DATA FOR THIS TASK:
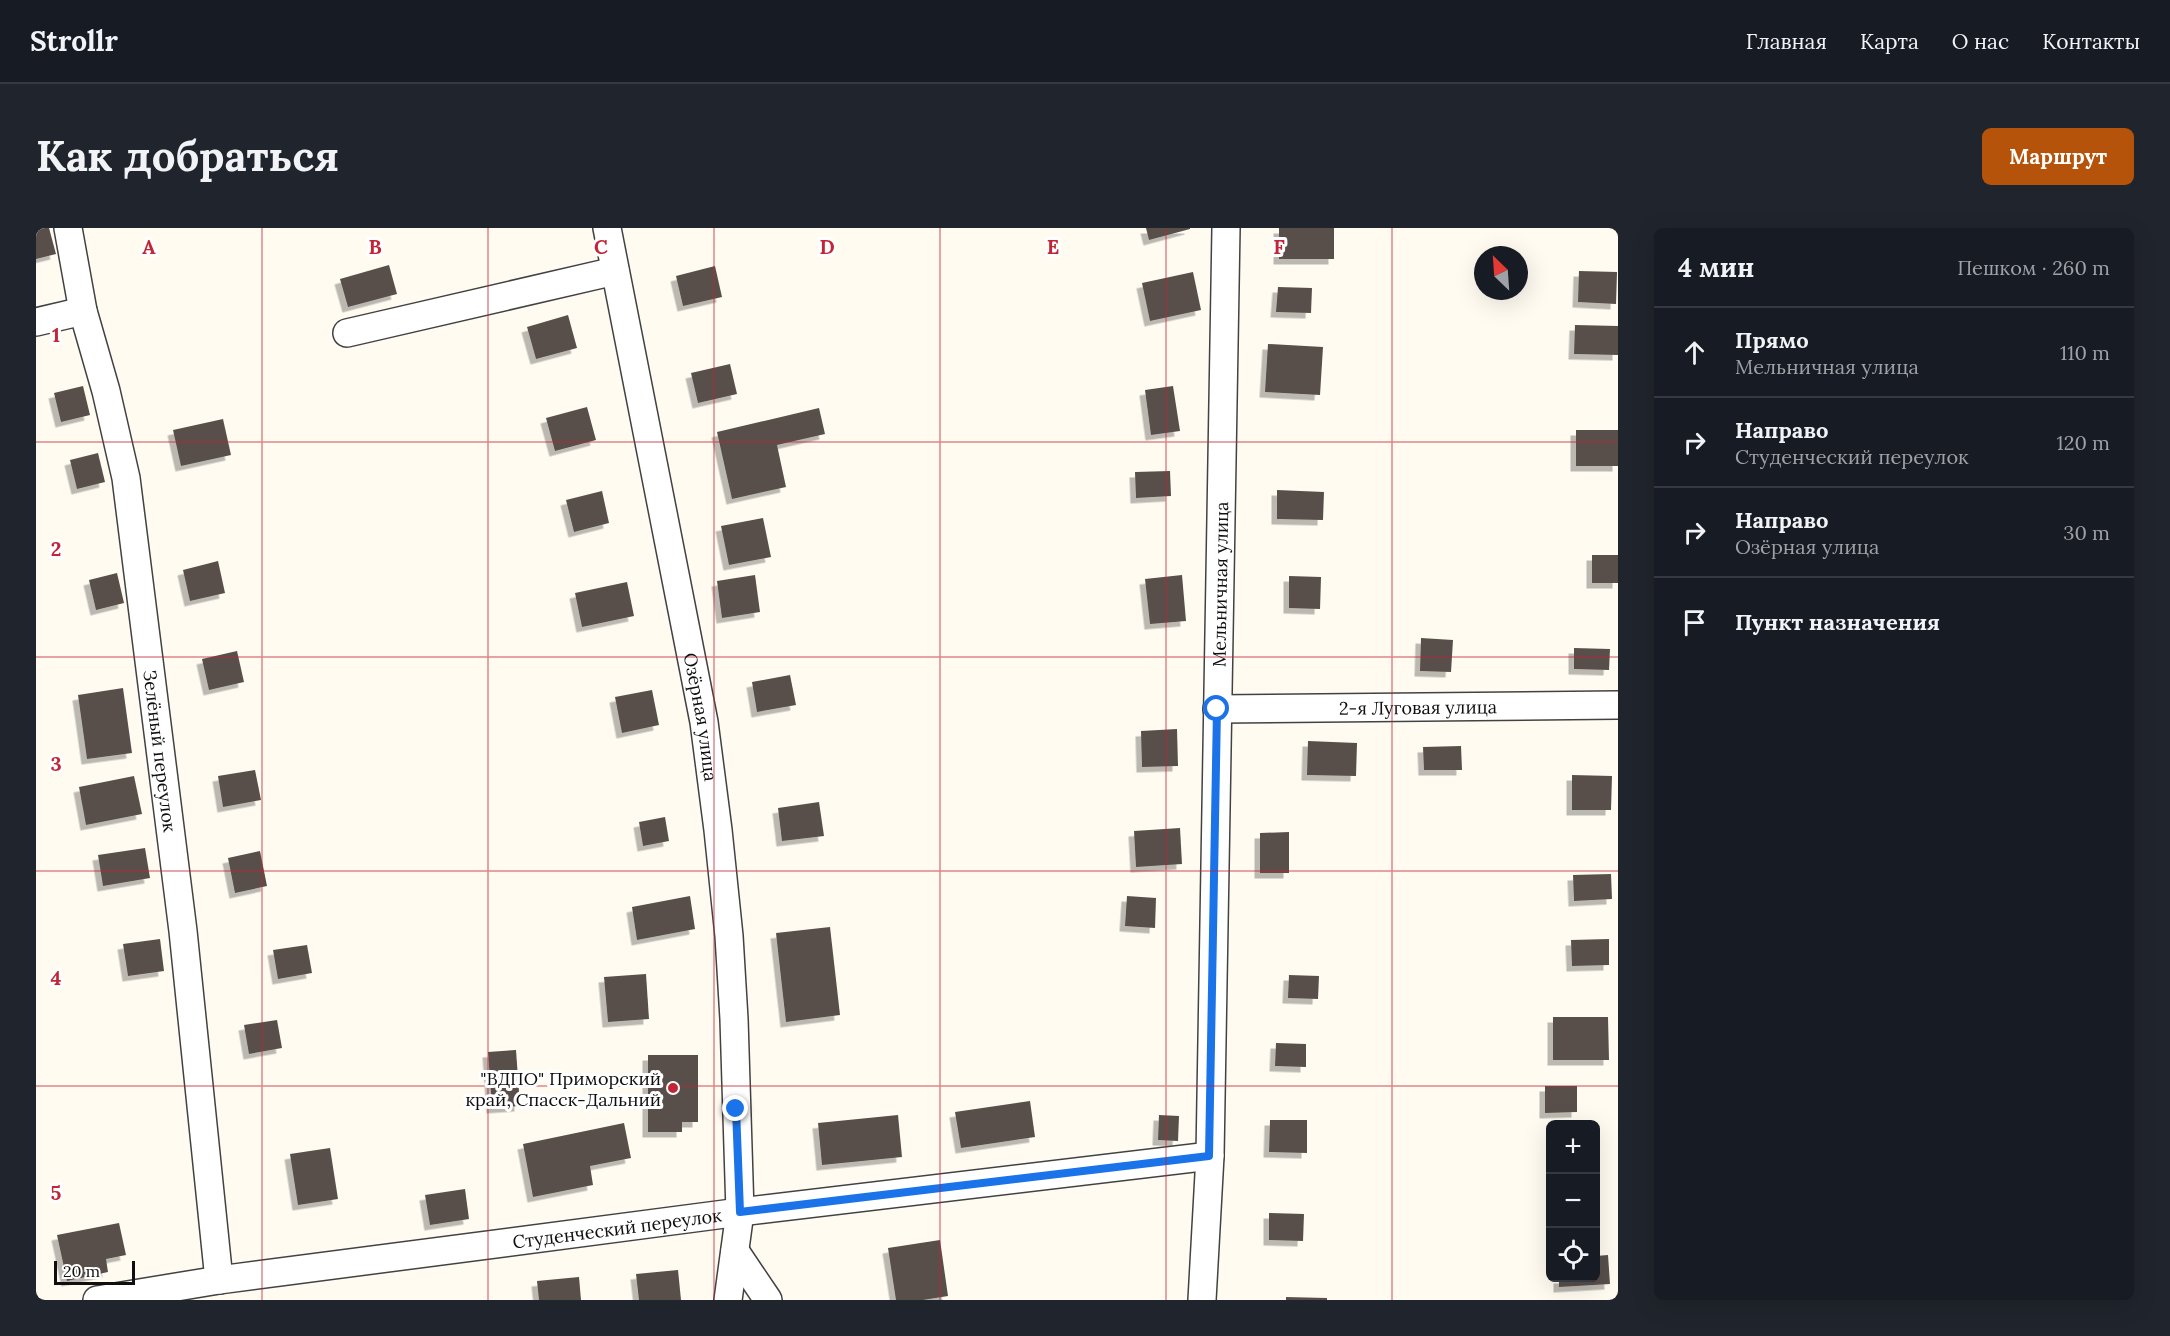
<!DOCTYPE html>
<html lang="ru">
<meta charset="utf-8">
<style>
body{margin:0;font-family:Lora,serif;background:#20242c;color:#f1f3f6}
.controls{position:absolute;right:18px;bottom:18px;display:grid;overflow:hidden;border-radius:9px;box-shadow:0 6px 24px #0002}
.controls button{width:54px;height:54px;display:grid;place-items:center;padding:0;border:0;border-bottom:2px solid #363941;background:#171b24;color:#f1f3f6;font:30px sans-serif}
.compass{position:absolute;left:1438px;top:18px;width:54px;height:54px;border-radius:50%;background:#171b24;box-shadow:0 6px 24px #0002;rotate:335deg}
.scale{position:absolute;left:18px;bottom:15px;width:81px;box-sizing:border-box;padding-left:6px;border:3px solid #0f0f0f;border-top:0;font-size:16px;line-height:21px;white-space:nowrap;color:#0f0f0f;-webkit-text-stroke:4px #fff;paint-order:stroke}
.stop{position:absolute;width:18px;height:18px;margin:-14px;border:4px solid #1a73e8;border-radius:50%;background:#fff}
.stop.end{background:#1a73e8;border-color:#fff;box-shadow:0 2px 6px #0008}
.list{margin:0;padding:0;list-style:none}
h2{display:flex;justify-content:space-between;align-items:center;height:78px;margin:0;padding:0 24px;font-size:26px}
h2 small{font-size:20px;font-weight:400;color:#9ea1a6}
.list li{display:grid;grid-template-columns:39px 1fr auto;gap:18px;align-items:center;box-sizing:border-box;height:90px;padding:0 24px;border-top:2px solid #363941}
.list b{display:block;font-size:22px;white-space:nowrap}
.list p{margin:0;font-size:20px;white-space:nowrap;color:#9ea1a6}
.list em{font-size:20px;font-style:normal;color:#9ea1a6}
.icon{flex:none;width:33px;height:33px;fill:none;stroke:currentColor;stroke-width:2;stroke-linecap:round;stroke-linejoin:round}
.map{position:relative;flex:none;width:1582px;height:1072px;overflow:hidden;border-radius:9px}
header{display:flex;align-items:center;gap:36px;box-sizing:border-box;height:84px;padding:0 30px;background:#171b24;border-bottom:2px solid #363941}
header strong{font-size:28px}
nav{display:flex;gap:33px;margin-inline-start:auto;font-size:21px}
.intro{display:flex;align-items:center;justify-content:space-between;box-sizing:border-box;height:144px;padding:0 36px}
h1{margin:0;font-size:42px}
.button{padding:15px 27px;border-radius:9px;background:#b45309;color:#fff;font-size:21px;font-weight:700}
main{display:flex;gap:36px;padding:0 36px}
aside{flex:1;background:#171b24;border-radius:9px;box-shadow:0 6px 24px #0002}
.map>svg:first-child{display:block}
.building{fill:#584f4b;filter:url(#shadow)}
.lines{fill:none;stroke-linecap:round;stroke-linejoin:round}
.minor-casing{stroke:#424242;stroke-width:30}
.minor{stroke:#fff;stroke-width:27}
.route{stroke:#1a73e8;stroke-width:8}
.grid{fill:none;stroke:#c12536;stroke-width:1.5;stroke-opacity:0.55}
.poi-dot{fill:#c12536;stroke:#fff;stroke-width:2}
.labels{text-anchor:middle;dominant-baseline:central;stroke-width:6;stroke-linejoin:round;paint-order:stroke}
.street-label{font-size:18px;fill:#0f0f0f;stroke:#fff}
.poi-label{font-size:18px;fill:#0f0f0f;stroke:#fff;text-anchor:end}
.grid-label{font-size:20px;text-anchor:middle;font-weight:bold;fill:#c12536;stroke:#fff;stroke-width:6;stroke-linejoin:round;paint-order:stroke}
</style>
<header>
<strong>Strollr</strong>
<nav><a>Главная</a><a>Карта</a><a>О нас</a><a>Контакты</a></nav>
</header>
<div class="intro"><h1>Как добраться</h1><a class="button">Маршрут</a></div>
<main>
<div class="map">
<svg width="1582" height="1072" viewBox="0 0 1582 1072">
<defs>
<filter id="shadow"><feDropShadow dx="-5.5" dy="5.5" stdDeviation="0" flood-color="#0004"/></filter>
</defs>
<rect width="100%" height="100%" fill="#fffbf1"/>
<g class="building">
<path d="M0,0H13L20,26L0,31Z"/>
<path d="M1110,0H1154V1L1113,12Z"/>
<rect x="1243" y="0" width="55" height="31"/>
<path d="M353,37L361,66L312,79L304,51Z"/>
<path d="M679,38L686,69L647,78L640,48Z"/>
<path d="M1543,43L1581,44L1580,76L1542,74Z"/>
<path d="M1157,44L1165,82L1114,93L1106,55Z"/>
<path d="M1242,59L1276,60L1275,85L1240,84Z"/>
<path d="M532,87L541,120L500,131L491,99Z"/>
<path d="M1539,97L1582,98V127L1538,126Z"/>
<path d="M1232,116L1287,119L1284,167L1229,164Z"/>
<path d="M694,136L701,166L662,175L655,145Z"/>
<path d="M47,158L54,187L25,194L18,165Z"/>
<path d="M1137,158L1144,203L1115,207L1109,162Z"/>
<path d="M551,179L560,212L519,223L510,190Z"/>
<path d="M783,180L789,206L741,217L750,259L696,271L681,204Z"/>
<path d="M187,191L195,227L145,238L137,202Z"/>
<rect x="1540" y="202" width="42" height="36"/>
<path d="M62,225L69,254L41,261L34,232Z"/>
<path d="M1134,243L1135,268L1100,270L1099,244Z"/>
<path d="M1241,262L1288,264L1287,292L1241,291Z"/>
<path d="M566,263L573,295L538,304L530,272Z"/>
<path d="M727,290L735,329L693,337L685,298Z"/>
<rect x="1556" y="327" width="26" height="28"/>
<path d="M182,333L189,365L154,373L147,342Z"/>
<path d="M81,345L88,375L60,382L53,352Z"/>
<path d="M719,347L724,384L686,390L681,353Z"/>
<path d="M1146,347L1150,393L1114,396L1109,351Z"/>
<path d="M1253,348L1285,349L1284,381L1253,380Z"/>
<path d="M591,354L598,388L546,399L539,365Z"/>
<path d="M1385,410L1417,412L1415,444L1384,443Z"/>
<path d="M1538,420L1574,421L1573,442L1538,441Z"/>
<path d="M201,423L208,454L173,462L166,431Z"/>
<path d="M754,447L760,477L721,484L716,454Z"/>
<path d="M87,460L96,525L51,531L42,467Z"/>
<path d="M616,462L623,497L586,505L579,469Z"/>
<path d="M1141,501L1142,538L1106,539L1105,503Z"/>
<path d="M1272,513L1321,515L1320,548L1271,547Z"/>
<path d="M1425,518L1426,542H1388L1387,519Z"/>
<path d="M219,542L225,572L187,579L182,548Z"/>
<path d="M1536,547L1576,548L1575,582H1536Z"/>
<path d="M98,548L106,586L50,597L43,559Z"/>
<path d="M783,574L788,608L746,613L742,580Z"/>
<path d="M629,589L633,613L607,618L603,594Z"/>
<path d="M1144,600L1146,636L1100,639L1098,603Z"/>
<path d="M1253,604V645H1224V605Z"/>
<path d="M109,620L114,650L67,658L62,627Z"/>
<path d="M224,623L231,658L199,665L192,630Z"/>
<path d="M1575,646L1576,671L1538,673L1537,647Z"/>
<path d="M654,668L659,701L601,712L596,679Z"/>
<path d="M1091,668L1120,670L1119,700L1089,698Z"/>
<path d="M794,699L804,787L750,794L740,705Z"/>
<path d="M124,711L128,743L92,748L87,716Z"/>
<path d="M1573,711V737L1536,738L1535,712Z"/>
<path d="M271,717L276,745L242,751L237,722Z"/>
<path d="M610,746L613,791L572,794L568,749Z"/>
<path d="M1253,747L1283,748L1282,771L1252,770Z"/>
<path d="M1517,789H1572L1573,832H1517Z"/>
<path d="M241,792L246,820L213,826L208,797Z"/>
<path d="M1240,815L1270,816V839L1239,838Z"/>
<path d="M480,822L484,878L456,880L452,824Z"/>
<path d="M612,827H662V894H646V904H612Z"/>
<path d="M1509,858H1541V884L1509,885Z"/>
<path d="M994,873L999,909L925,920L919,884Z"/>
<path d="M862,887L866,929L786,937L782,895Z"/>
<path d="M1123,887L1143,888L1142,913L1122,912Z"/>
<path d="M1234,892H1271V925L1233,924Z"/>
<path d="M588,895L595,930L554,938L557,957L497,969L487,916Z"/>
<path d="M294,920L302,971L262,977L254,926Z"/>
<path d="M429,961L433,991L394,997L389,967Z"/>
<path d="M1233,985L1268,986L1267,1013L1233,1012Z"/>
<path d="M83,995L90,1027L70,1031L72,1044L31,1053L21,1007Z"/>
<path d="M904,1012L912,1068L887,1072H860L852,1020Z"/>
<path d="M1572,1027L1574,1056L1523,1059V1050H1560V1028Z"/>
<path d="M642,1042L645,1072H603L600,1046Z"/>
<path d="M543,1049L545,1072H503L501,1053Z"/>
<path d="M1250,1069L1291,1070V1072H1250Z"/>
</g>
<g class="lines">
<g class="minor-casing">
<g id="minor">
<path id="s1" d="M32,0L47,83L70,163L90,250L147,703L183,1052"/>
<path id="s2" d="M571,0L668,494L682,602L693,708L698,791L704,984L692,1072"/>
<path d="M0,94L47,83"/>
<path d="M311,105L579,43"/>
<path id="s3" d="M1181,481L1582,477"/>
<path d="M699,1023L732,1072"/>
<path id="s4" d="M61,1072L183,1052L704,984L1174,928"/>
<path id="s5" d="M1166,1072L1174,928L1190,0"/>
</g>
</g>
<use href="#minor" class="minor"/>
</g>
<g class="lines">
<path class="route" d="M700,881L704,984L1173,928L1181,481"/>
</g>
<path class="grid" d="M226,0V1072M452,0V1072M678,0V1072M904,0V1072M1130,0V1072M1356,0V1072M0,214H1582M0,429H1582M0,643H1582M0,858H1582"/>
<circle class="poi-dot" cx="637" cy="860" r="6"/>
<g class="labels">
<g class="street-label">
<text stroke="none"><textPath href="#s5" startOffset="716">Мельничная улица</textPath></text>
<text stroke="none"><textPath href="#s3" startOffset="201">2-я Луговая улица</textPath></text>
<text stroke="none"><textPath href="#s2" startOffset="498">Озёрная улица</textPath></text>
<text stroke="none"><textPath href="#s1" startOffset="532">Зелёный переулок</textPath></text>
<text stroke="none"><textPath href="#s4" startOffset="525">Студенческий переулок</textPath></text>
</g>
<g class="poi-label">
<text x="625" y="850">"ВДПО" Приморский<tspan x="625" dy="21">край, Спасск-Дальний</tspan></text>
</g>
</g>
<g class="grid-label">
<text x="113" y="26">A</text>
<text x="339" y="26">B</text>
<text x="565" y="26">C</text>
<text x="791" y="26">D</text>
<text x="1017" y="26">E</text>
<text x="1243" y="26">F</text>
<text x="20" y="114">1</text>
<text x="20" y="328">2</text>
<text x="20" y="543">3</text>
<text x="20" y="757">4</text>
<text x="20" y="972">5</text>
</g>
</svg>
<div class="controls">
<button>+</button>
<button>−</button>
<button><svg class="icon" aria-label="locate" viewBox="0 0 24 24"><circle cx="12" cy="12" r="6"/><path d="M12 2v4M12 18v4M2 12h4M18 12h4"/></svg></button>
</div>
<svg class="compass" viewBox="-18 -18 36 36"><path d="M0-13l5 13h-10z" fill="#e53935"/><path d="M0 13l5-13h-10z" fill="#9ea1a6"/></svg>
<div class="scale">20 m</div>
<div class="stop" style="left:1181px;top:481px"></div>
<div class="stop end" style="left:700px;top:881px"></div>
</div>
<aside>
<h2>4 мин<small>Пешком · 260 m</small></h2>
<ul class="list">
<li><svg class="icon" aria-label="ahead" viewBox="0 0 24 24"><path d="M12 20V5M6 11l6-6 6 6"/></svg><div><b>Прямо</b><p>Мельничная улица</p></div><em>110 m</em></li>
<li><svg class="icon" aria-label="right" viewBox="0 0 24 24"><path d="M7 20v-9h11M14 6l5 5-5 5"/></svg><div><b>Направо</b><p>Студенческий переулок</p></div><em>120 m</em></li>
<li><svg class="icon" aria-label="right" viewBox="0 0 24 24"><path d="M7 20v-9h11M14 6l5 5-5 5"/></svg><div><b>Направо</b><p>Озёрная улица</p></div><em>30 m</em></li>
<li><svg class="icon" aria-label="arrive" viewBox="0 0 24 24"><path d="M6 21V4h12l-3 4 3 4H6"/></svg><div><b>Пункт назначения</b></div></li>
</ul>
</aside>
</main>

BRIEF: Show the lines of the entries that include the string "list", copying each in full.

OUTPUT OF THE TASK:
.list{margin:0;padding:0;list-style:none}
.list li{display:grid;grid-template-columns:39px 1fr auto;gap:18px;align-items:center;box-sizing:border-box;height:90px;padding:0 24px;border-top:2px solid #363941}
.list b{display:block;font-size:22px;white-space:nowrap}
.list p{margin:0;font-size:20px;white-space:nowrap;color:#9ea1a6}
.list em{font-size:20px;font-style:normal;color:#9ea1a6}
<ul class="list">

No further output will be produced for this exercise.